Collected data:

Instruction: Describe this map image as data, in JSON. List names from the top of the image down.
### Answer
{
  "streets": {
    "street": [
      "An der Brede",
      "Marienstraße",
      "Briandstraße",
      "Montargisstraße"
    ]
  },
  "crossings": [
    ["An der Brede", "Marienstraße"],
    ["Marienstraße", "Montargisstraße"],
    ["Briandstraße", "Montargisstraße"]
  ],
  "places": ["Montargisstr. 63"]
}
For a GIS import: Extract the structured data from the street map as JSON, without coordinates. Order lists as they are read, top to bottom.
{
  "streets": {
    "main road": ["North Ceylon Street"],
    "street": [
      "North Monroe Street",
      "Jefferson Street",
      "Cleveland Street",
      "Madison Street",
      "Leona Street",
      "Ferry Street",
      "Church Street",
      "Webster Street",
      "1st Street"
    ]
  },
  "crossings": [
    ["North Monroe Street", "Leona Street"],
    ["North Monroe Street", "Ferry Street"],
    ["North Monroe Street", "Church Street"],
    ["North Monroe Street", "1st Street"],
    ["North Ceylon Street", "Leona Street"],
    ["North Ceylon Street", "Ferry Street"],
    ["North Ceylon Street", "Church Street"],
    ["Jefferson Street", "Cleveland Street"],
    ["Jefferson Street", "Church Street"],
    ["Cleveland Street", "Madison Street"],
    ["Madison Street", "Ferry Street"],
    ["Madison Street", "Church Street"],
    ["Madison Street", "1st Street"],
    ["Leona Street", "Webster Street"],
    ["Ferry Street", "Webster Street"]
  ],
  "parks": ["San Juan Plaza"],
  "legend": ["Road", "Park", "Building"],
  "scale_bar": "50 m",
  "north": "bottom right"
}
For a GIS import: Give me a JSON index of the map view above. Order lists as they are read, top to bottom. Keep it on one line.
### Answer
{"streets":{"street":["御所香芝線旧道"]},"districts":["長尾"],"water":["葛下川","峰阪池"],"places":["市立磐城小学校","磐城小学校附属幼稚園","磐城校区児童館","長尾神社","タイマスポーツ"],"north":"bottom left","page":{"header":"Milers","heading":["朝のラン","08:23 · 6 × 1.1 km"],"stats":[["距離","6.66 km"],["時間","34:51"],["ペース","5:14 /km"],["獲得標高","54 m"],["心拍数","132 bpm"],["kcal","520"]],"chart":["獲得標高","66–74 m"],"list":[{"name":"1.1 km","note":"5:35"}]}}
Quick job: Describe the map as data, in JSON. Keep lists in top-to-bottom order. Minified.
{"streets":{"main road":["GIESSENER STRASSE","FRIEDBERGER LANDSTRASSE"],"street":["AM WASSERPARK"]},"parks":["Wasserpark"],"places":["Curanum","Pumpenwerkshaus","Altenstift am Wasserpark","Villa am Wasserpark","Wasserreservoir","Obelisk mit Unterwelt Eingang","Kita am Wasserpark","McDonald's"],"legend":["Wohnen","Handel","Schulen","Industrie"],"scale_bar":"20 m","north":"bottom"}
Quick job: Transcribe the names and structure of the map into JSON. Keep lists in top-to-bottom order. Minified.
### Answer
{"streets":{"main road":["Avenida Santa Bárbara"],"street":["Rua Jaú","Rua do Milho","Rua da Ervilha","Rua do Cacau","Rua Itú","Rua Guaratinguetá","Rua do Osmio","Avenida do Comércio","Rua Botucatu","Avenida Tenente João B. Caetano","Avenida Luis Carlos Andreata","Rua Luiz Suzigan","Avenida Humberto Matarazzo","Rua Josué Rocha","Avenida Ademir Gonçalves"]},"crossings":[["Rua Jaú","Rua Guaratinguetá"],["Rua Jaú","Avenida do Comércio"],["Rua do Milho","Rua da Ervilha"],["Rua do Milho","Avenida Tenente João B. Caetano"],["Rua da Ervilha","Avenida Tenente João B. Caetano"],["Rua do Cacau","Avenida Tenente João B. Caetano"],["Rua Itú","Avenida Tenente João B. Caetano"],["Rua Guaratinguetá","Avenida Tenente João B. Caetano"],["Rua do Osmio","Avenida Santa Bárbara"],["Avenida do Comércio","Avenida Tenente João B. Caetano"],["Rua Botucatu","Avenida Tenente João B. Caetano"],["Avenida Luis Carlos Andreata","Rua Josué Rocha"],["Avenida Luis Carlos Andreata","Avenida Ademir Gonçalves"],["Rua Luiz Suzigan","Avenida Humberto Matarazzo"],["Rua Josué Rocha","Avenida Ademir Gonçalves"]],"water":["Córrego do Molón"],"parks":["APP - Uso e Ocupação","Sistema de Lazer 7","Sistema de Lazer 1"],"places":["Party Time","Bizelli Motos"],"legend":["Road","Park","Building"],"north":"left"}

What you are asked to do:
Nothing but a number, please, for how many lines of the data hold "names".

Result of the task:
2